Limit of Sequences help

[jai6638]

Hey there..

I have to find the limit of the sequence:

Sqrt(2), Sqrt(2*Sqrt(2)), Sqrt(2*Sqrt(2*Sqrt(2))),....

For an expression, I came up with

Sqrt(2n) but that doesnt work unless, n=1, n=Sqrt(2), n=Sqrt(sqrt2))...

However, not sure how to incremnt N by that.. Any idea how I can solve this problem? not really sure..

 

[QED]

Originally posted by: jai6638
Hey there..

I have to find the limit of the sequence:

Sqrt(2), Sqrt(2*Sqrt(2)), Sqrt(2*Sqrt(2*Sqrt(2))),....

For an expression, I came up with

Sqrt(2n) but that doesnt work unless, n=1, n=Sqrt(2), n=Sqrt(sqrt2))...

However, not sure how to incremnt N by that.. Any idea how I can solve this problem? not really sure..

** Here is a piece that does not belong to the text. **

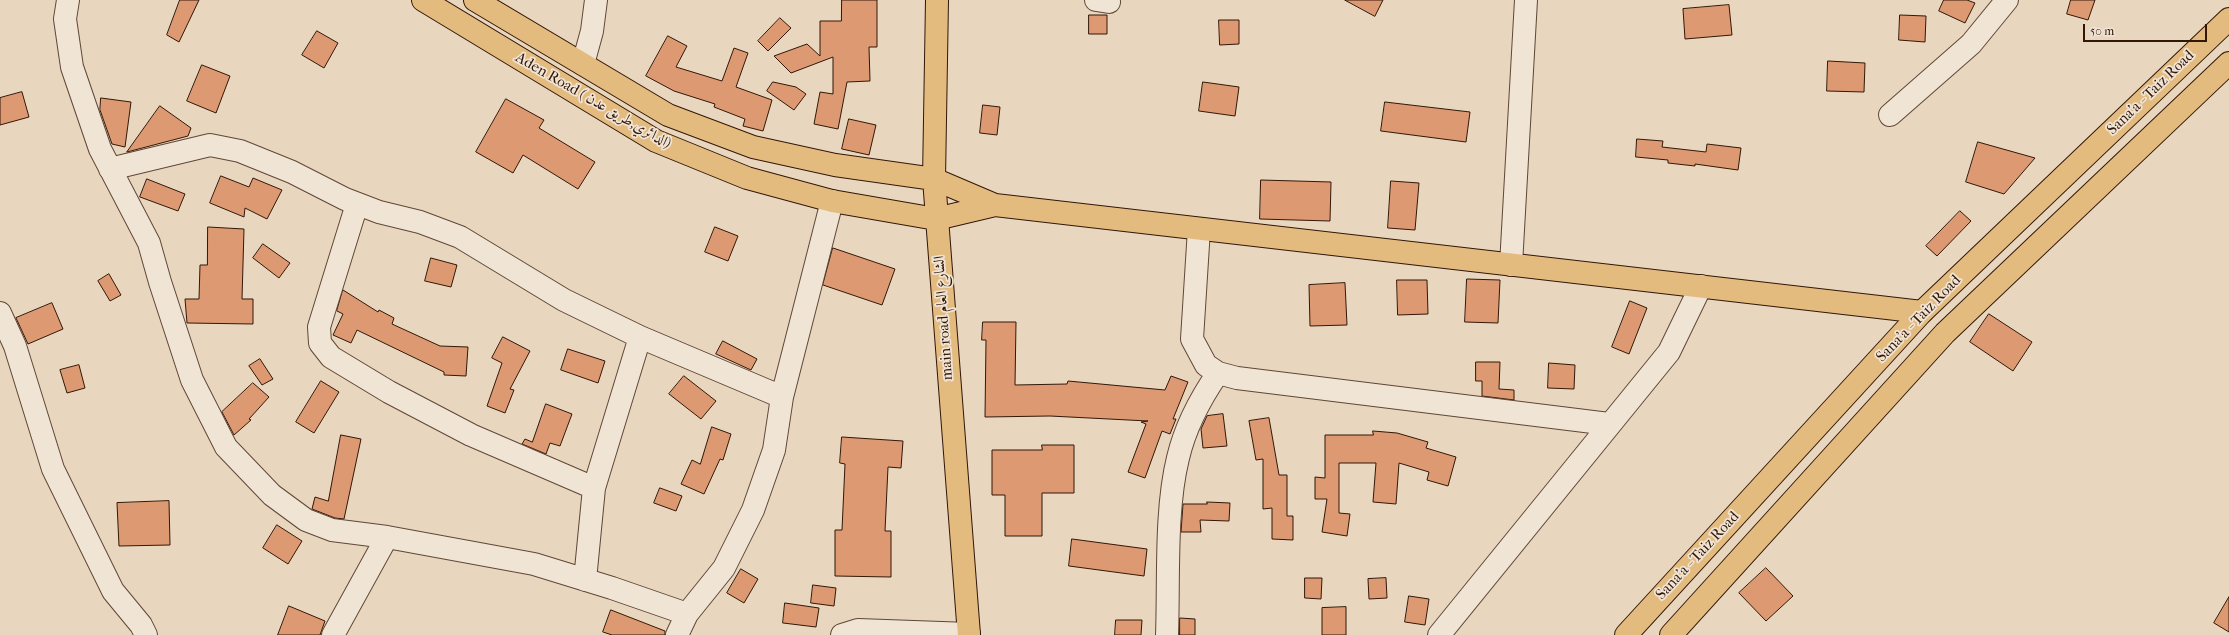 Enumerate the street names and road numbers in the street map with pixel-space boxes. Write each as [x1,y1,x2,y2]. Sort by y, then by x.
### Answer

Are you still stuck on this?

This is a recursive sequence. If you label the terms in the sequence S_1, S_2, S_3... etc, you will notice that S_n = Sqrt( 2 * S_(n-1) ) for n > 2. In other words, the next term in the sequence is a function of the current term in the sequence.

Very generally speaking, IF IF IF a recursive sequence of the form
S_n = f( S_(n-1) ) actually has a limit (say L), then it will satisfy the equation f(L) = L.

In this case, f(x) = sqrt(2 * x).. so solve x=sqrt(2 * x) and see if that fits. If there is more than one solution to the equation, then there may be more than one value the sequence can converge to depending upon what the initial value of the sequence was.